BRIEF: Everything in the listing must be repeated exactly, apart from the images.

SUPPLIED ENTRIES:
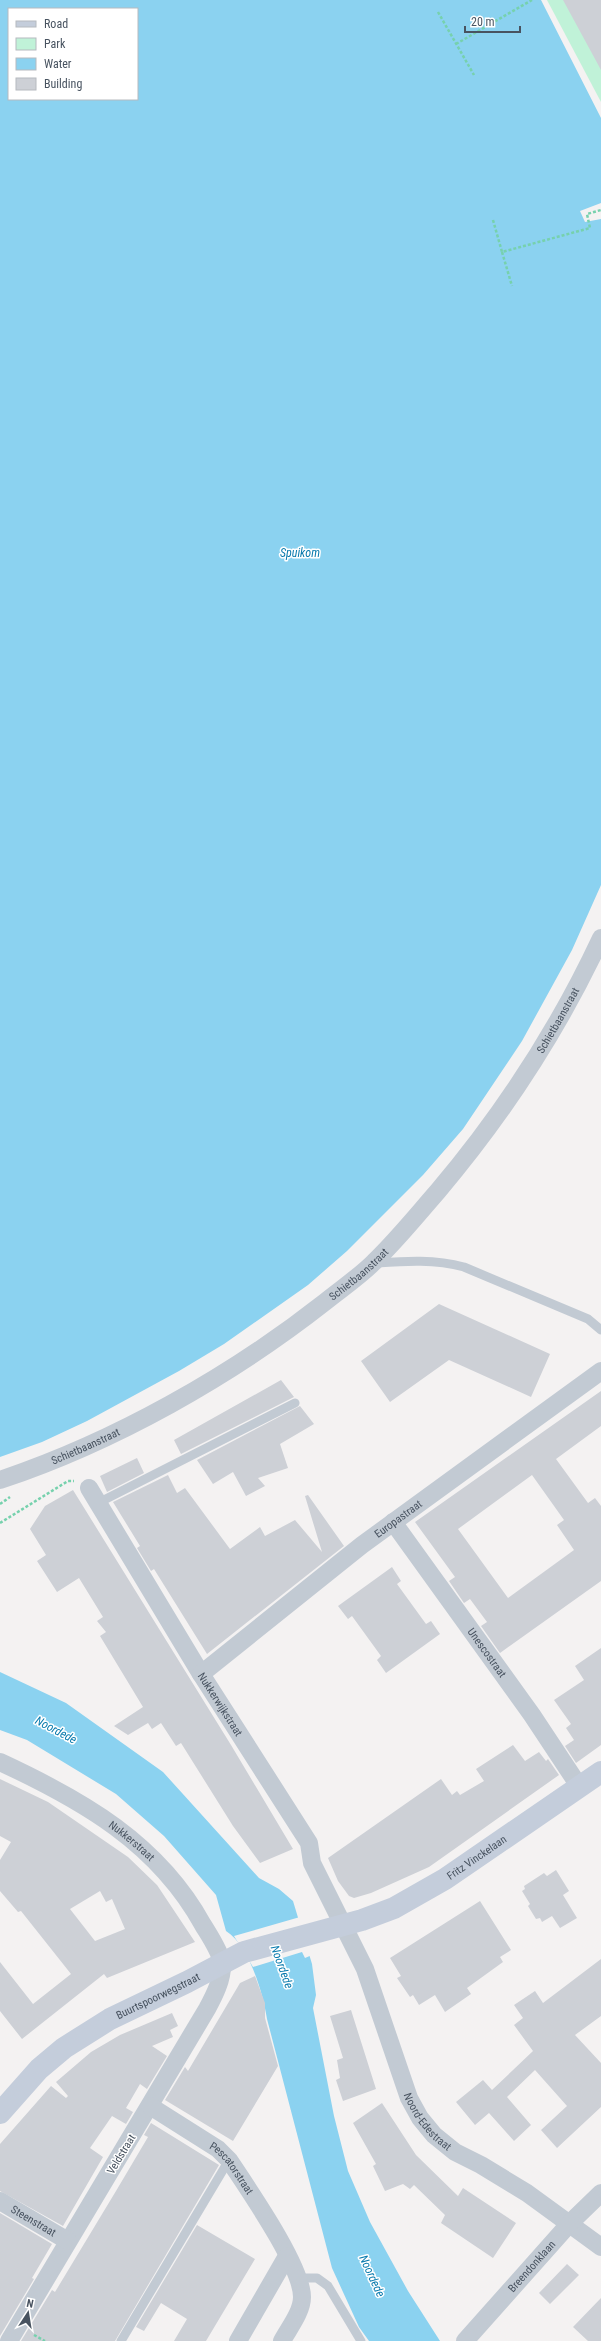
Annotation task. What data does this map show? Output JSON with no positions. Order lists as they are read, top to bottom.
{
  "streets": {
    "street": [
      "Schietbaanstraat",
      "Europastraat",
      "Unescostraat",
      "Nukkerwijkstraat",
      "Nukkerstraat",
      "Fritz Vinckelaan",
      "Buurtspoorwegstraat",
      "Noord-Edestraat",
      "Veldstraat",
      "Pescatorstraat",
      "Steenstraat",
      "Breendonklaan"
    ]
  },
  "crossings": [
    ["Europastraat", "Unescostraat"],
    ["Europastraat", "Nukkerwijkstraat"],
    ["Unescostraat", "Fritz Vinckelaan"],
    ["Nukkerwijkstraat", "Fritz Vinckelaan"],
    ["Nukkerwijkstraat", "Buurtspoorwegstraat"],
    ["Nukkerwijkstraat", "Noord-Edestraat"],
    ["Nukkerstraat", "Buurtspoorwegstraat"],
    ["Nukkerstraat", "Veldstraat"],
    ["Fritz Vinckelaan", "Buurtspoorwegstraat"],
    ["Fritz Vinckelaan", "Noord-Edestraat"],
    ["Buurtspoorwegstraat", "Noord-Edestraat"],
    ["Buurtspoorwegstraat", "Veldstraat"],
    ["Noord-Edestraat", "Breendonklaan"],
    ["Veldstraat", "Pescatorstraat"],
    ["Veldstraat", "Steenstraat"]
  ],
  "water": ["Spuikom", "Noordede"],
  "legend": [
    "Road",
    "Park",
    "Water",
    "Building"
  ],
  "scale_bar": "20 m",
  "north": "top"
}
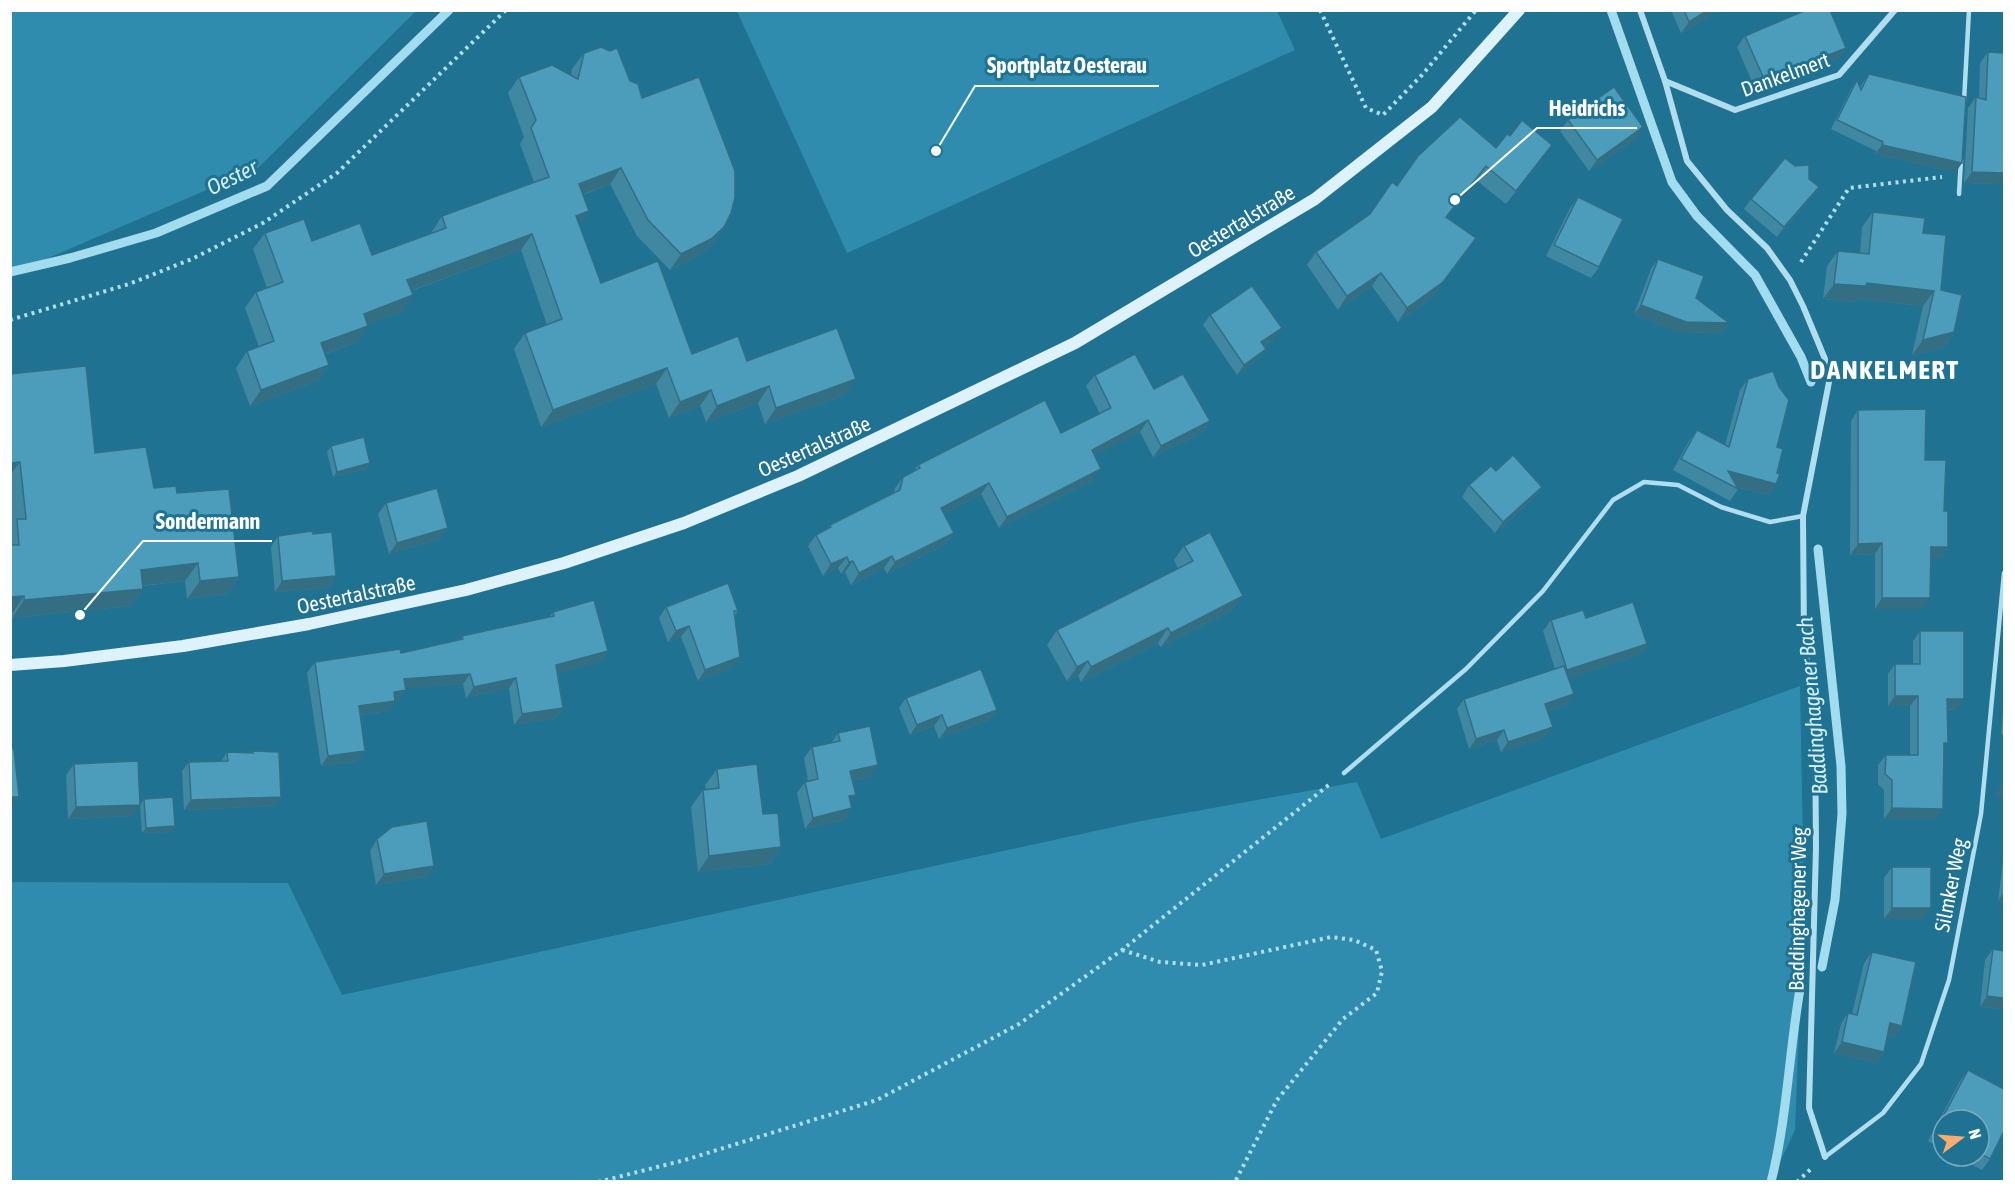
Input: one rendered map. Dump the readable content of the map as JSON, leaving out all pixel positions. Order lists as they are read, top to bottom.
{
  "streets": {
    "main road": ["Oestertalstraße"],
    "street": ["Dankelmert", "Baddinghagener Weg"],
    "lane": ["Silmker Weg"]
  },
  "crossings": [
    ["Dankelmert", "Baddinghagener Weg"],
    ["Silmker Weg", "Baddinghagener Weg"]
  ],
  "districts": ["DANKELMERT"],
  "water": ["Oester", "Baddinghagener Bach"],
  "places": ["Sportplatz Oesterau", "Heidrichs", "Sondermann"],
  "north": "right"
}
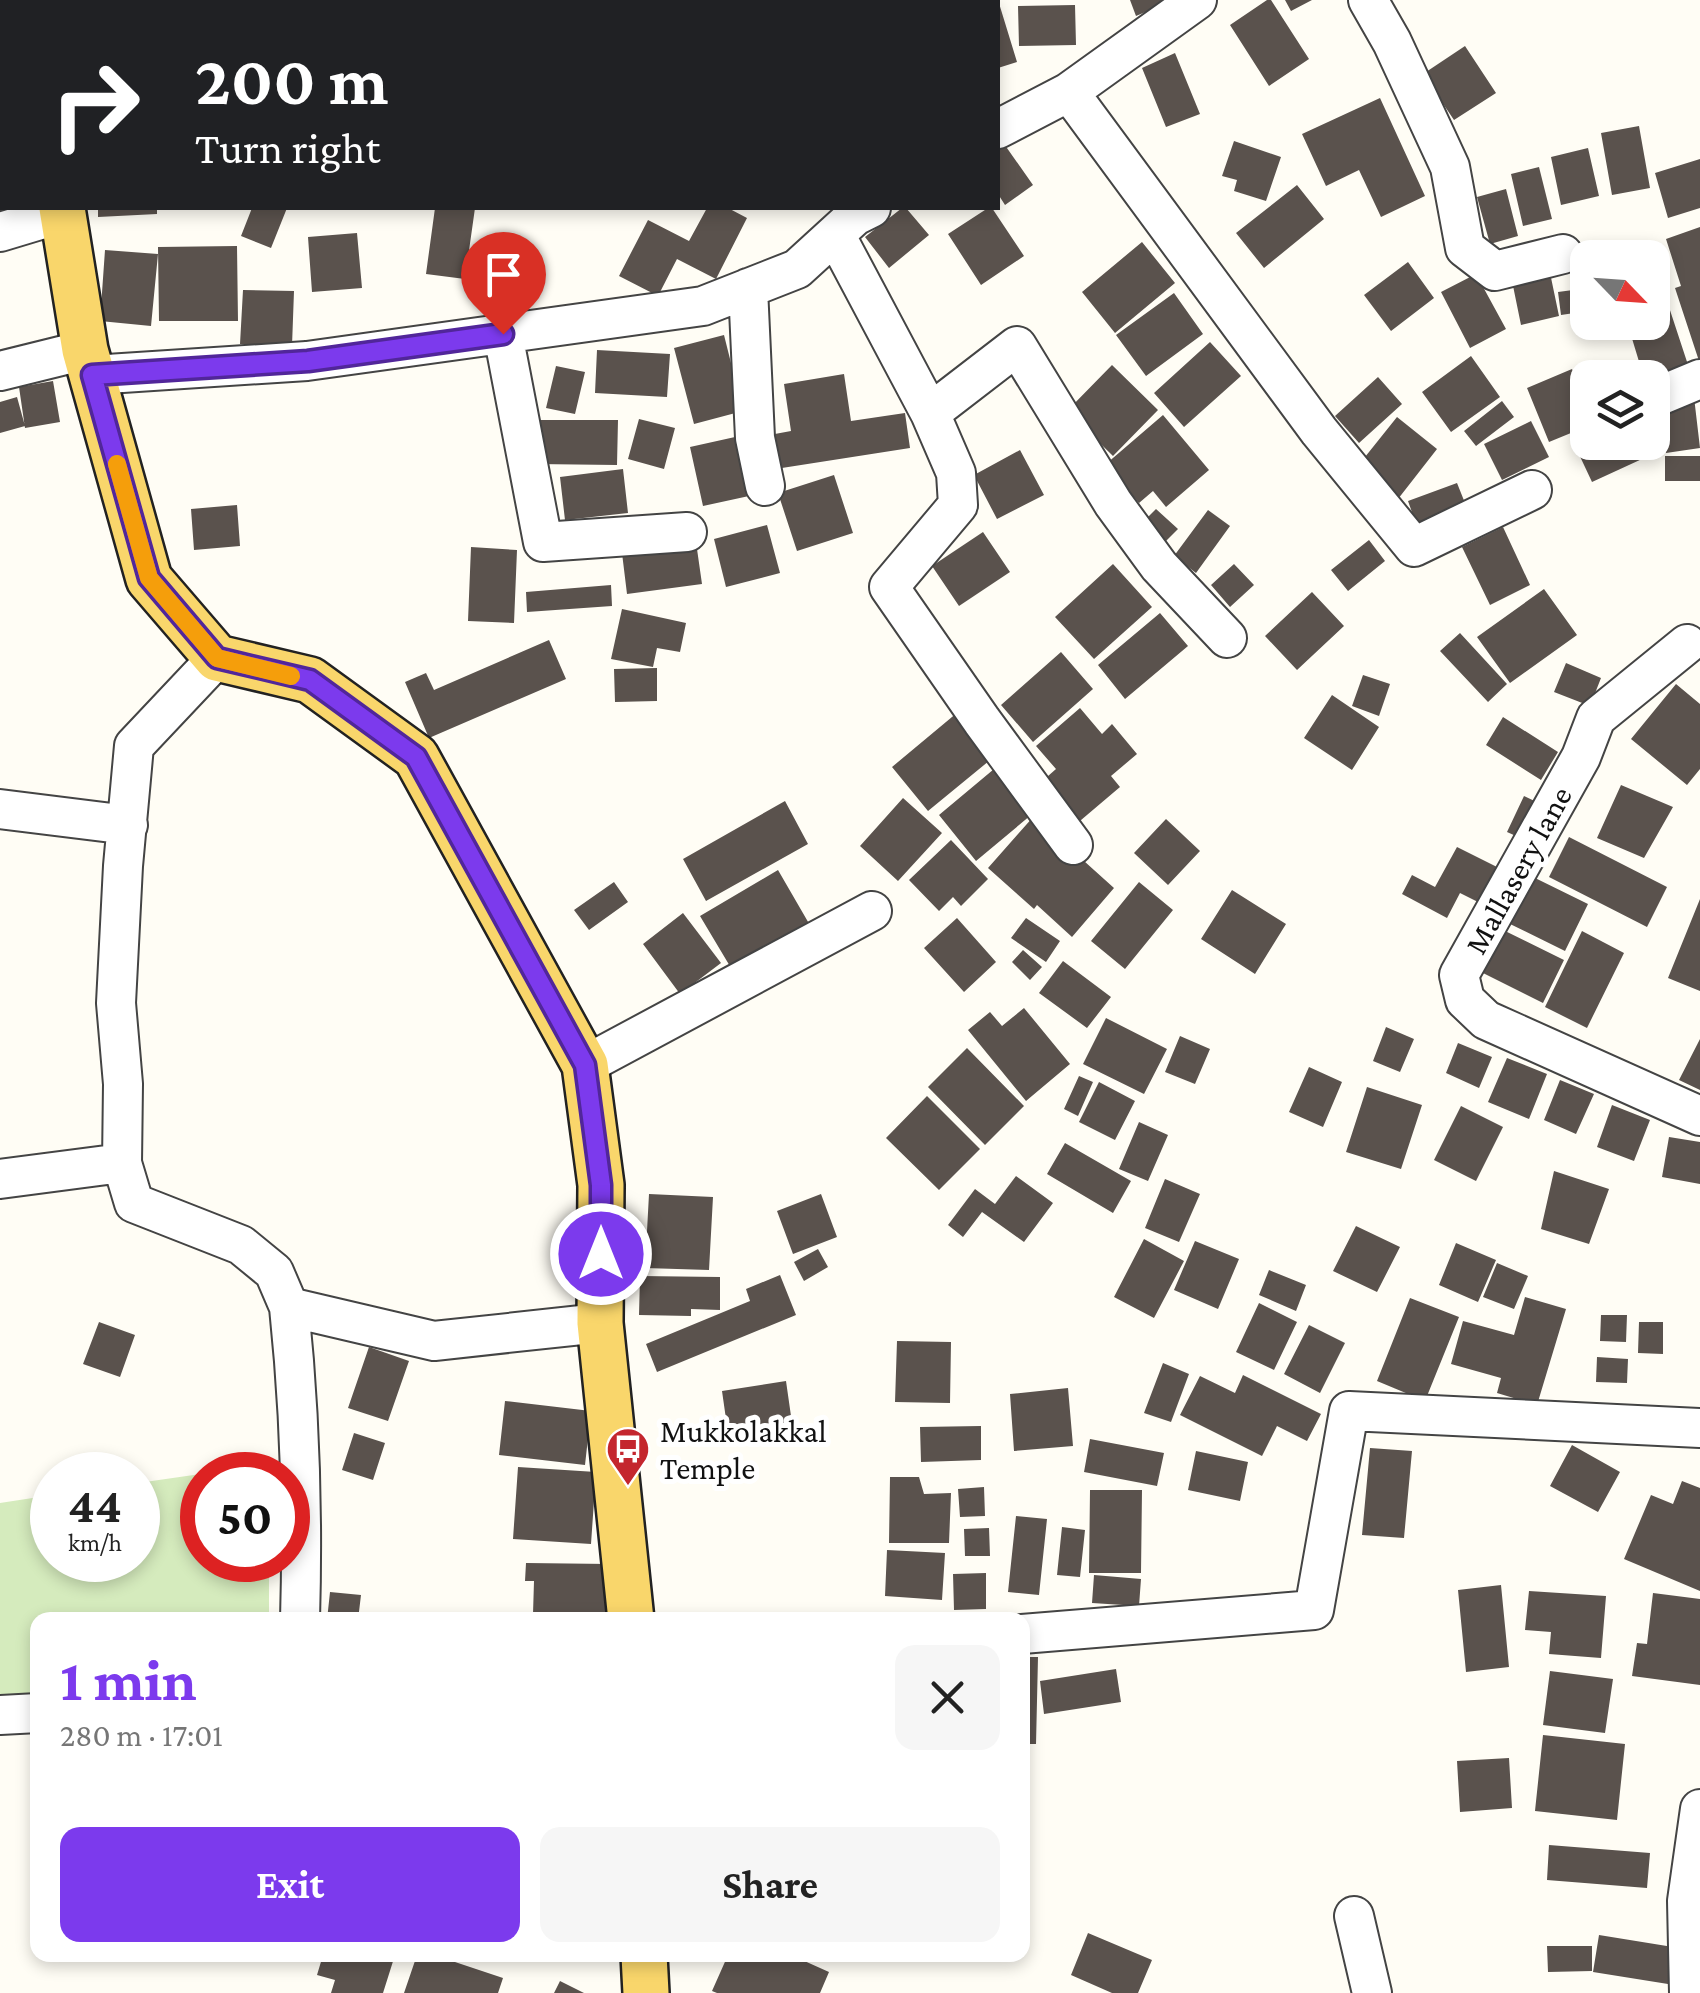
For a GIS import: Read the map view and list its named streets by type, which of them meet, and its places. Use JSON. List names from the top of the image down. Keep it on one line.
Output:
{"streets":{"street":["Mallasery lane"]},"places":{"bus stop":["Mukkolakkal Temple"]},"north":"bottom right","page":{"turn":["200 m","Turn right"],"speed":"44 km/h","limit":"50","heading":["1 min","280 m · 17:01"],"buttons":["Exit","Share"]}}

WRITTEN ANSWER:
Annotation task. What data does this map show? Output JSON with no positions. Order lists as they are read, top to bottom.
{
  "streets": {
    "street": [
      "Schietbaanstraat",
      "Europastraat",
      "Unescostraat",
      "Nukkerwijkstraat",
      "Nukkerstraat",
      "Fritz Vinckelaan",
      "Buurtspoorwegstraat",
      "Noord-Edestraat",
      "Veldstraat",
      "Pescatorstraat",
      "Steenstraat",
      "Breendonklaan"
    ]
  },
  "crossings": [
    ["Europastraat", "Unescostraat"],
    ["Europastraat", "Nukkerwijkstraat"],
    ["Unescostraat", "Fritz Vinckelaan"],
    ["Nukkerwijkstraat", "Fritz Vinckelaan"],
    ["Nukkerwijkstraat", "Buurtspoorwegstraat"],
    ["Nukkerwijkstraat", "Noord-Edestraat"],
    ["Nukkerstraat", "Buurtspoorwegstraat"],
    ["Nukkerstraat", "Veldstraat"],
    ["Fritz Vinckelaan", "Buurtspoorwegstraat"],
    ["Fritz Vinckelaan", "Noord-Edestraat"],
    ["Buurtspoorwegstraat", "Noord-Edestraat"],
    ["Buurtspoorwegstraat", "Veldstraat"],
    ["Noord-Edestraat", "Breendonklaan"],
    ["Veldstraat", "Pescatorstraat"],
    ["Veldstraat", "Steenstraat"]
  ],
  "water": ["Spuikom", "Noordede"],
  "legend": [
    "Road",
    "Park",
    "Water",
    "Building"
  ],
  "scale_bar": "20 m",
  "north": "top"
}
Input: one rendered map. Dump the readable content of the map as JSON, leaving out all pixel positions. Order lists as they are read, top to bottom.
{
  "streets": {
    "main road": ["Oestertalstraße"],
    "street": ["Dankelmert", "Baddinghagener Weg"],
    "lane": ["Silmker Weg"]
  },
  "crossings": [
    ["Dankelmert", "Baddinghagener Weg"],
    ["Silmker Weg", "Baddinghagener Weg"]
  ],
  "districts": ["DANKELMERT"],
  "water": ["Oester", "Baddinghagener Bach"],
  "places": ["Sportplatz Oesterau", "Heidrichs", "Sondermann"],
  "north": "right"
}
For a GIS import: Read the map view and list its named streets by type, which of them meet, and its places. Use JSON. List names from the top of the image down. Keep it on one line.
Output:
{"streets":{"street":["Mallasery lane"]},"places":{"bus stop":["Mukkolakkal Temple"]},"north":"bottom right","page":{"turn":["200 m","Turn right"],"speed":"44 km/h","limit":"50","heading":["1 min","280 m · 17:01"],"buttons":["Exit","Share"]}}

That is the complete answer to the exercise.